# WHAT TO PRODUCE
Repeat only these lines, exactly: the first line of the data, the line containing "font-size:16px; color:#3b2a1e; font-weight:700", and every line between them. Pictures stay out.

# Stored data

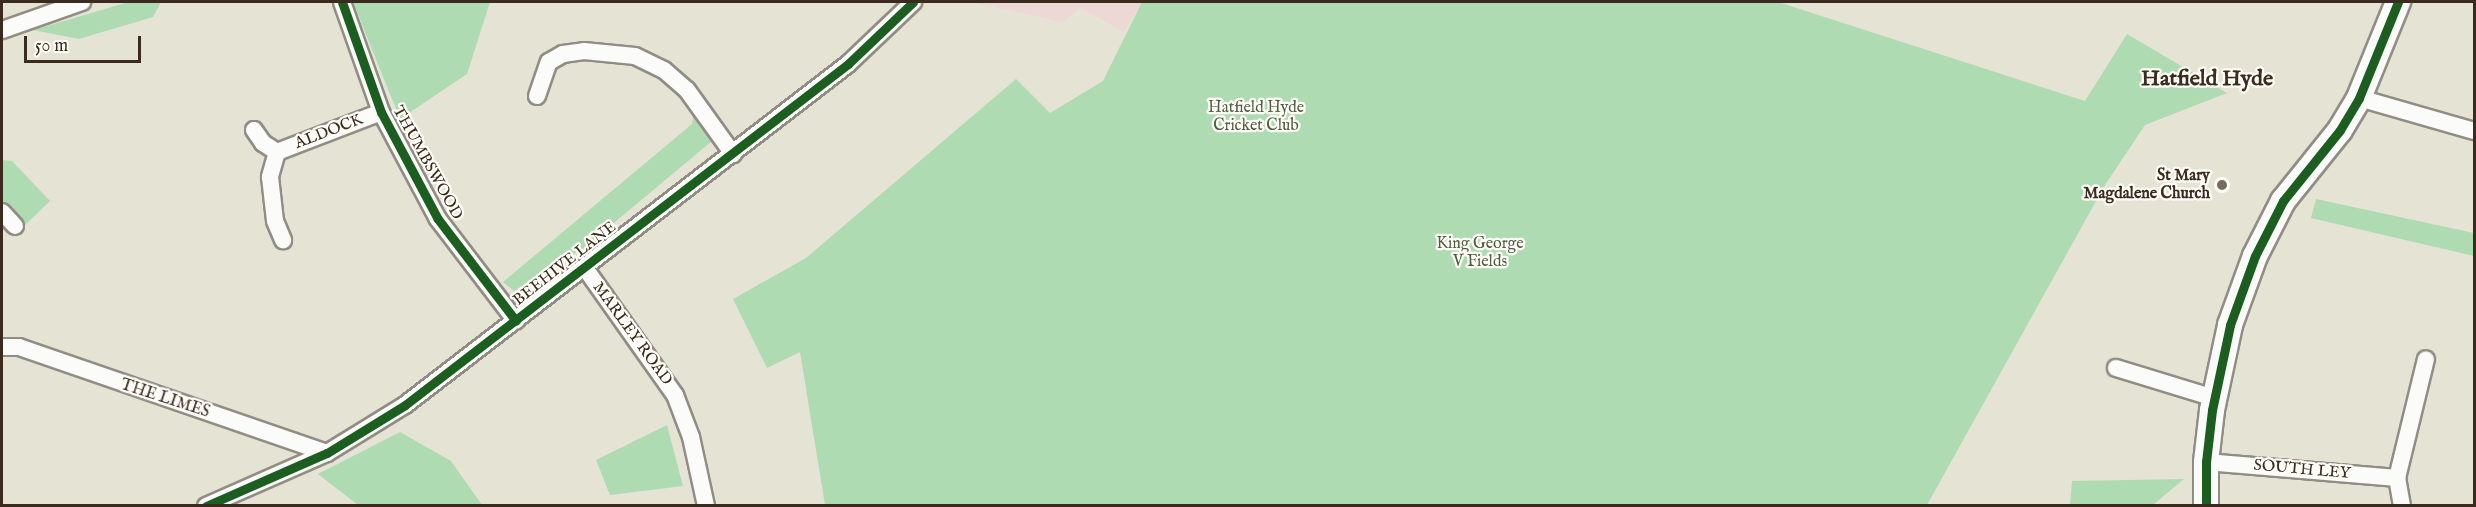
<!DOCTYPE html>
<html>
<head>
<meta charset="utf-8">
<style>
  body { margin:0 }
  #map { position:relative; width:2476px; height:507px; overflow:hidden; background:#e5e3d4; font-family:"IM FELL English",serif }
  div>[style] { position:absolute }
  .built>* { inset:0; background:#eed8d6 }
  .green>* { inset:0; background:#afdbb2 }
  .roads { filter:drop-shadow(2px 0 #918d84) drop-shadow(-2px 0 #918d84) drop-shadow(0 2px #918d84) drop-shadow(0 -2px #918d84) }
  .street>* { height:16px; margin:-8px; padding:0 8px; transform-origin:8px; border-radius:8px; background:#fbfbf9 }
  .secondary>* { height:24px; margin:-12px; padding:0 12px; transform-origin:12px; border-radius:12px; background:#fbfbf9 }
  .cycleway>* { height:9px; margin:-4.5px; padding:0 4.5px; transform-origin:4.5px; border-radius:4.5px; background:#1b5e20 }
  .dots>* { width:16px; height:16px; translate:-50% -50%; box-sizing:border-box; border:3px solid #fdfcf7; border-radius:50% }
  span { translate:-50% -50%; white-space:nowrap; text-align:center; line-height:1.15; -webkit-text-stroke:4.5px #fdfcf7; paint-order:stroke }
  .park-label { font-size:16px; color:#515d42 }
  .street-label { font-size:16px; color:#3b2a1e }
  .poi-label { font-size:16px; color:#3b2a1e; font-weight:700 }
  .right { translate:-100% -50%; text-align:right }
  .district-label { font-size:22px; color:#3b2a1e; font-weight:700 }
  .frame { position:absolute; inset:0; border:3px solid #3b2a1e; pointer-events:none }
  .scale { position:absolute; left:24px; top:36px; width:117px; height:27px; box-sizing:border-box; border:3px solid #3b2a1e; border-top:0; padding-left:8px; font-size:18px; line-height:21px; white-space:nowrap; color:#3b2a1e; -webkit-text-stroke:4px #fdfcf7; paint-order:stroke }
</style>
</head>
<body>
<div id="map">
  <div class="built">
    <i style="clip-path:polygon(972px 2px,1142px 2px,1124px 32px,1080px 8px,1063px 22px)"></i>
  </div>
  <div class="green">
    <i style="clip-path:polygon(129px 2px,161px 2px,153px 17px,79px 39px,33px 30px)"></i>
    <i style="clip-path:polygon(353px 2px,490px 2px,467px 74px,400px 119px)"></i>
    <i style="clip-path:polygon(1142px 2px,1778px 2px,2085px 101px,2127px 34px,2227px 93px,2145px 125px,2105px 185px,1927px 505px,825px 505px,800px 352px,767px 368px,733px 299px,806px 258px,1016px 79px,1050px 113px,1103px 81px)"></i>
    <i style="clip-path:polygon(694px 113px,712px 141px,585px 247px,514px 291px,503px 282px,692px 124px)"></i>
    <i style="clip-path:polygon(2px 160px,12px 161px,50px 201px,25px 225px,2px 200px)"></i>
    <i style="clip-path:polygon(2316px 199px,2474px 233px,2474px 256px,2311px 218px)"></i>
    <i style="clip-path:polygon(667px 425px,683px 486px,610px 495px,596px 460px)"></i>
    <i style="clip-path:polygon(400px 432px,451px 461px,482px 505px,358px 505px,318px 474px)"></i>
    <i style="clip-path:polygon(2184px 479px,2153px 505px,2070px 505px,2072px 481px)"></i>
  </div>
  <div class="roads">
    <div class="street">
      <i style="left:342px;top:2px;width:117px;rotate:70.5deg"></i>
      <i style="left:381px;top:112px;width:121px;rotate:62deg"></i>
      <i style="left:438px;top:219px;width:128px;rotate:52.6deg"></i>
      <i style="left:2px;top:30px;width:85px;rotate:-19.3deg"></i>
      <i style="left:537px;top:96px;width:36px;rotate:-71deg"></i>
      <i style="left:549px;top:62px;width:16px;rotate:-30deg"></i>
      <i style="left:563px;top:54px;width:21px;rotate:-8deg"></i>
      <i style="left:584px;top:51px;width:51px;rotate:5.6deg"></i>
      <i style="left:635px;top:56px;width:32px;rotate:26deg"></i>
      <i style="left:664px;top:70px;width:30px;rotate:41deg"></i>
      <i style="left:687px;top:90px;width:79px;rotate:54.3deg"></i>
      <i style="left:2359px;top:98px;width:120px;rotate:16deg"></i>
      <i style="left:254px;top:130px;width:16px;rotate:55deg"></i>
      <i style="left:263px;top:143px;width:17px;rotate:33deg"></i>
      <i style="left:277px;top:152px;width:26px;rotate:106deg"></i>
      <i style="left:270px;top:177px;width:44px;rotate:83.5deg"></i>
      <i style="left:275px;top:221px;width:21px;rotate:67deg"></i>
      <i style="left:277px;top:152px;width:111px;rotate:-21deg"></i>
      <i style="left:2px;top:212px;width:19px;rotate:47deg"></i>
      <i style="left:585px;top:268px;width:156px;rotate:54.7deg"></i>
      <i style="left:675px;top:395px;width:45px;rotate:69.1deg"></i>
      <i style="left:691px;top:437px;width:71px;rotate:77.7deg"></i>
      <i style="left:2px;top:347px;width:17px"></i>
      <i style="left:19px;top:347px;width:326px;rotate:19deg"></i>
      <i style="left:2116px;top:368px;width:102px;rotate:17deg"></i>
      <i style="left:2206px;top:462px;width:192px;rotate:4.8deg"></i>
      <i style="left:206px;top:506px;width:132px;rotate:-23.7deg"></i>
      <i style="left:327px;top:453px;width:92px;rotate:-31.6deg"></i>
      <i style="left:405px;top:405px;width:559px;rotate:-37.59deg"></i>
      <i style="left:848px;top:64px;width:90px;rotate:-43.6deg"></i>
      <i style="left:2402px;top:506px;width:28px;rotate:-100deg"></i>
      <i style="left:2397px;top:478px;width:122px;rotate:-76.3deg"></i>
    </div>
    <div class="secondary">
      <i style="left:2206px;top:506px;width:44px;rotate:-90deg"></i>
      <i style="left:2206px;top:462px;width:52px;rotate:-83.4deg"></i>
      <i style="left:2212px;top:410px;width:87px;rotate:-78deg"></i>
      <i style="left:2230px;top:325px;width:73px;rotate:-70.1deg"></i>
      <i style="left:2255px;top:256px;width:62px;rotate:-63deg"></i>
      <i style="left:2283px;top:201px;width:91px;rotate:-51.2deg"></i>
      <i style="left:2340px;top:130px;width:37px;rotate:-59deg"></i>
      <i style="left:2359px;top:98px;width:104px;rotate:-67.9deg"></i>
    </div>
  </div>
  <div class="cycleway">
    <i style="left:342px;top:2px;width:117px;rotate:70.5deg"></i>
    <i style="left:381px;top:112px;width:121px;rotate:62deg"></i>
    <i style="left:438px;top:219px;width:128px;rotate:52.6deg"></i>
    <i style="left:206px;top:506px;width:132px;rotate:-23.7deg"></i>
    <i style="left:327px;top:453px;width:92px;rotate:-31.6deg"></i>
    <i style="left:405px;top:405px;width:559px;rotate:-37.59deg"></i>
    <i style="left:848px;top:64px;width:90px;rotate:-43.6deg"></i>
    <i style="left:2206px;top:506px;width:44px;rotate:-90deg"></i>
    <i style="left:2206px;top:462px;width:52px;rotate:-83.4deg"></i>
    <i style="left:2212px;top:410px;width:87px;rotate:-78deg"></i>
    <i style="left:2230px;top:325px;width:73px;rotate:-70.1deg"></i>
    <i style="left:2255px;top:256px;width:62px;rotate:-63deg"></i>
    <i style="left:2283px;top:201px;width:91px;rotate:-51.2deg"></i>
    <i style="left:2340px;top:130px;width:37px;rotate:-59deg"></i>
    <i style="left:2359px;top:98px;width:104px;rotate:-67.9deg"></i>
  </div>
  <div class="dots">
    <i style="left:2222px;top:185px;background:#766b5e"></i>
  </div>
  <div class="park-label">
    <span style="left:1256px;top:117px">Hatfield Hyde<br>Cricket Club</span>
    <span style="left:1480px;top:253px">King George<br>V Fields</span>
  </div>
  <div class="street-label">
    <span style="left:329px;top:132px;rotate:-21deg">ALDOCK</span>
    <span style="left:427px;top:163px;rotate:61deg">THUMBSWOOD</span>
    <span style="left:565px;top:264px;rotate:-38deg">BEEHIVE LANE</span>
    <span style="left:632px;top:334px;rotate:54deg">MARLEY ROAD</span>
    <span style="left:165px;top:399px;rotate:18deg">THE LIMES</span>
    <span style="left:2302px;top:470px;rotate:5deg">SOUTH LEY</span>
  </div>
  <div class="poi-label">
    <span class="right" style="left:2210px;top:185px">St Mary<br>Magdalene Church</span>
  </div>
  <div class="district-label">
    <span style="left:2207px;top:80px">Hatfield Hyde</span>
  </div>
  <div class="frame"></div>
  <div class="scale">50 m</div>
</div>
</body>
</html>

# TASK SOLUTION
<!DOCTYPE html>
<html>
<head>
<meta charset="utf-8">
<style>
  body { margin:0 }
  #map { position:relative; width:2476px; height:507px; overflow:hidden; background:#e5e3d4; font-family:"IM FELL English",serif }
  div>[style] { position:absolute }
  .built>* { inset:0; background:#eed8d6 }
  .green>* { inset:0; background:#afdbb2 }
  .roads { filter:drop-shadow(2px 0 #918d84) drop-shadow(-2px 0 #918d84) drop-shadow(0 2px #918d84) drop-shadow(0 -2px #918d84) }
  .street>* { height:16px; margin:-8px; padding:0 8px; transform-origin:8px; border-radius:8px; background:#fbfbf9 }
  .secondary>* { height:24px; margin:-12px; padding:0 12px; transform-origin:12px; border-radius:12px; background:#fbfbf9 }
  .cycleway>* { height:9px; margin:-4.5px; padding:0 4.5px; transform-origin:4.5px; border-radius:4.5px; background:#1b5e20 }
  .dots>* { width:16px; height:16px; translate:-50% -50%; box-sizing:border-box; border:3px solid #fdfcf7; border-radius:50% }
  span { translate:-50% -50%; white-space:nowrap; text-align:center; line-height:1.15; -webkit-text-stroke:4.5px #fdfcf7; paint-order:stroke }
  .park-label { font-size:16px; color:#515d42 }
  .street-label { font-size:16px; color:#3b2a1e }
  .poi-label { font-size:16px; color:#3b2a1e; font-weight:700 }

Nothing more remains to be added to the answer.